▶ PROBLEM TO WORK ON
Find the string "lists" in the listing below and return each line it appears in.

▶ RECORD EXCERPTS
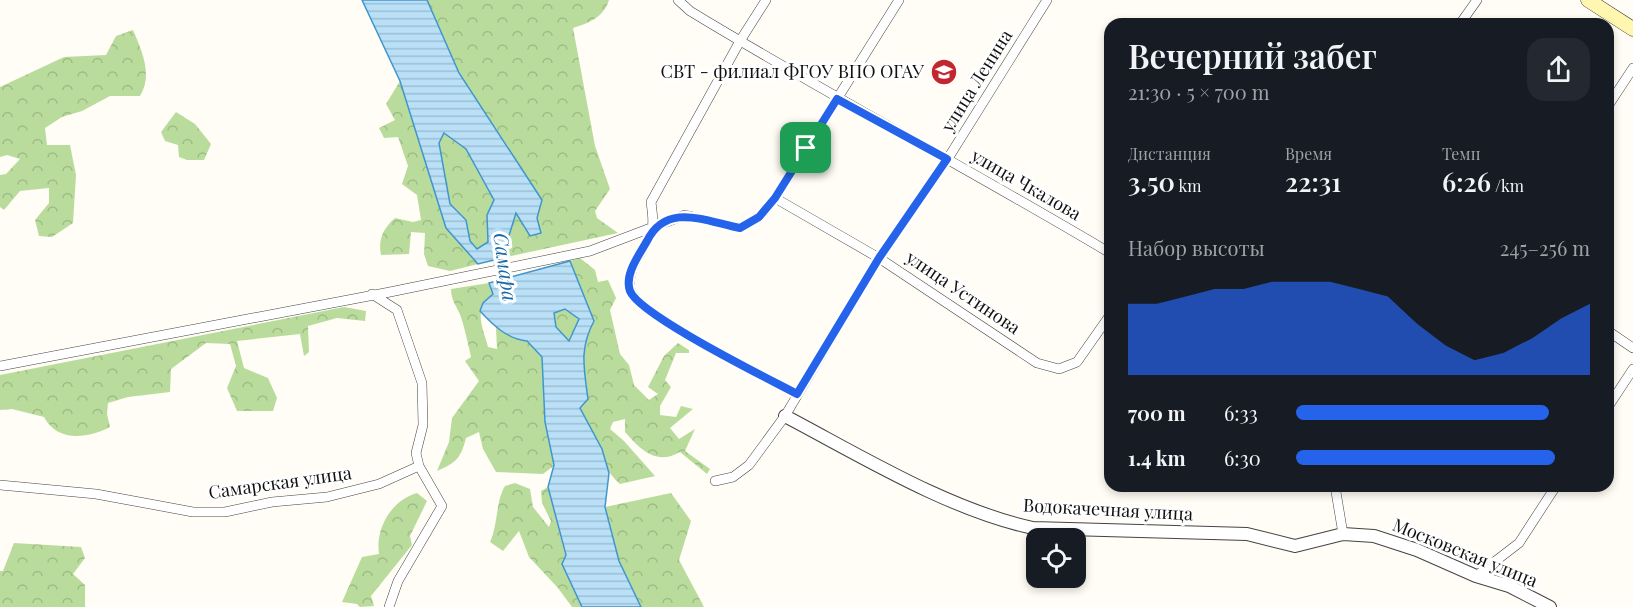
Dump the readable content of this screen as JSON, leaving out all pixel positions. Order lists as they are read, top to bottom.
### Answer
{
  "streets": {
    "street": [
      "улица Ленина",
      "улица Чкалова",
      "улица Устинова",
      "Самарская улица",
      "Водокачечная улица",
      "Московская улица"
    ]
  },
  "crossings": [
    ["улица Ленина", "улица Чкалова"],
    ["улица Ленина", "улица Устинова"],
    ["улица Ленина", "Водокачечная улица"],
    ["Водокачечная улица", "Московская улица"]
  ],
  "water": ["Самара"],
  "places": {
    "school or university": ["СВТ - филиал ФГОУ ВПО ОГАУ"]
  },
  "page": {
    "heading": ["Вечерний забег", "21:30 · 5 × 700 m"],
    "stats": [
      ["Дистанция", "3.50 km"],
      ["Время", "22:31"],
      ["Темп", "6:26 /km"]
    ],
    "chart": ["Набор высоты", "245–256 m"],
    "list": [
      {
        "name": "700 m",
        "note": "6:33"
      },
      {
        "name": "1.4 km",
        "note": "6:30"
      }
    ]
  }
}
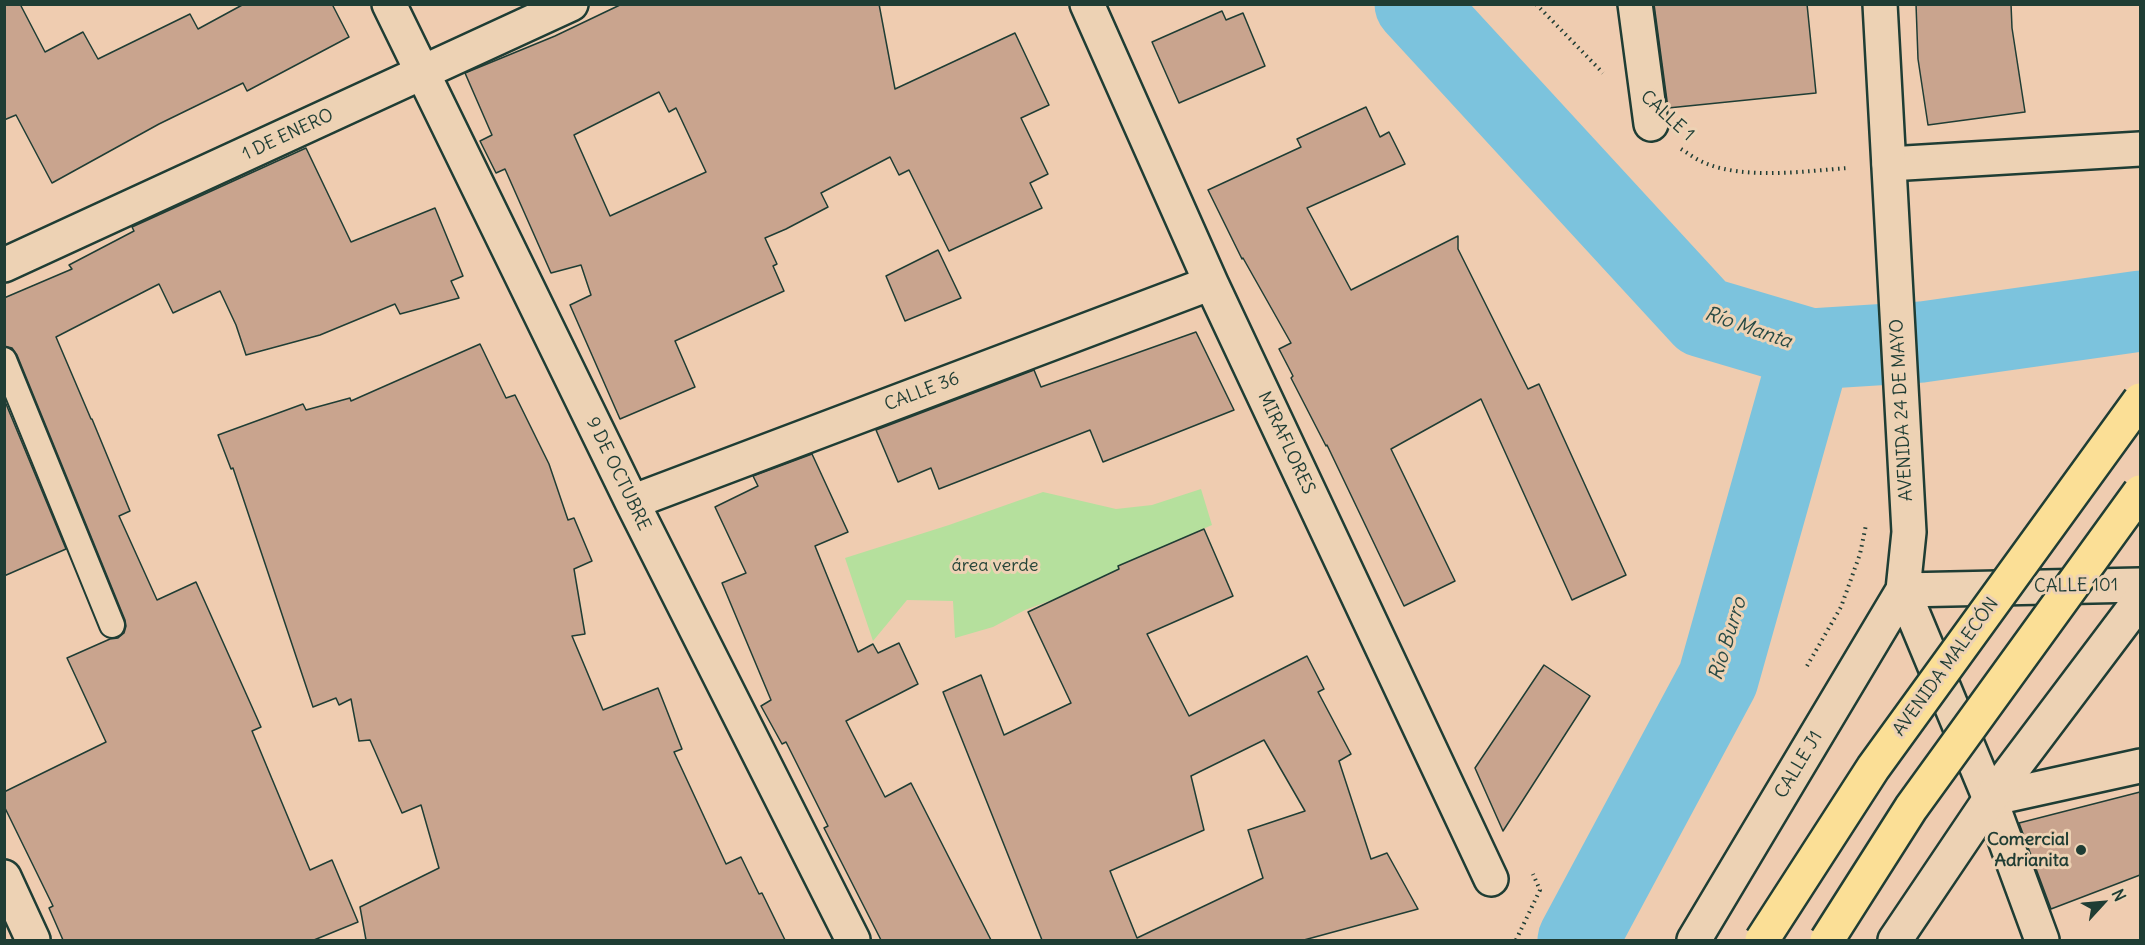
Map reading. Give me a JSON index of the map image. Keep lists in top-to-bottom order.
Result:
{
  "streets": {
    "main road": ["AVENIDA MALECÓN"],
    "street": [
      "1 DE ENERO",
      "CALLE 36",
      "AVENIDA 24 DE MAYO",
      "MIRAFLORES",
      "9 DE OCTUBRE",
      "CALLE 101",
      "CALLE J1"
    ],
    "path": ["CALLE 1"]
  },
  "crossings": [
    ["CALLE 1", "AVENIDA 24 DE MAYO"],
    ["1 DE ENERO", "9 DE OCTUBRE"],
    ["CALLE 36", "MIRAFLORES"],
    ["CALLE 36", "9 DE OCTUBRE"],
    ["AVENIDA 24 DE MAYO", "CALLE 101"],
    ["AVENIDA 24 DE MAYO", "CALLE J1"],
    ["CALLE 101", "CALLE J1"]
  ],
  "water": ["Río Manta", "Río Burro"],
  "parks": ["área verde"],
  "places": ["Comercial Adrianita"],
  "north": "top right"
}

▶ ANSWER BELOW
Dump the readable content of this screen as JSON, leaving out all pixel positions. Order lists as they are read, top to bottom.
Map reading. Give me a JSON index of the map image. Keep lists in top-to-bottom order.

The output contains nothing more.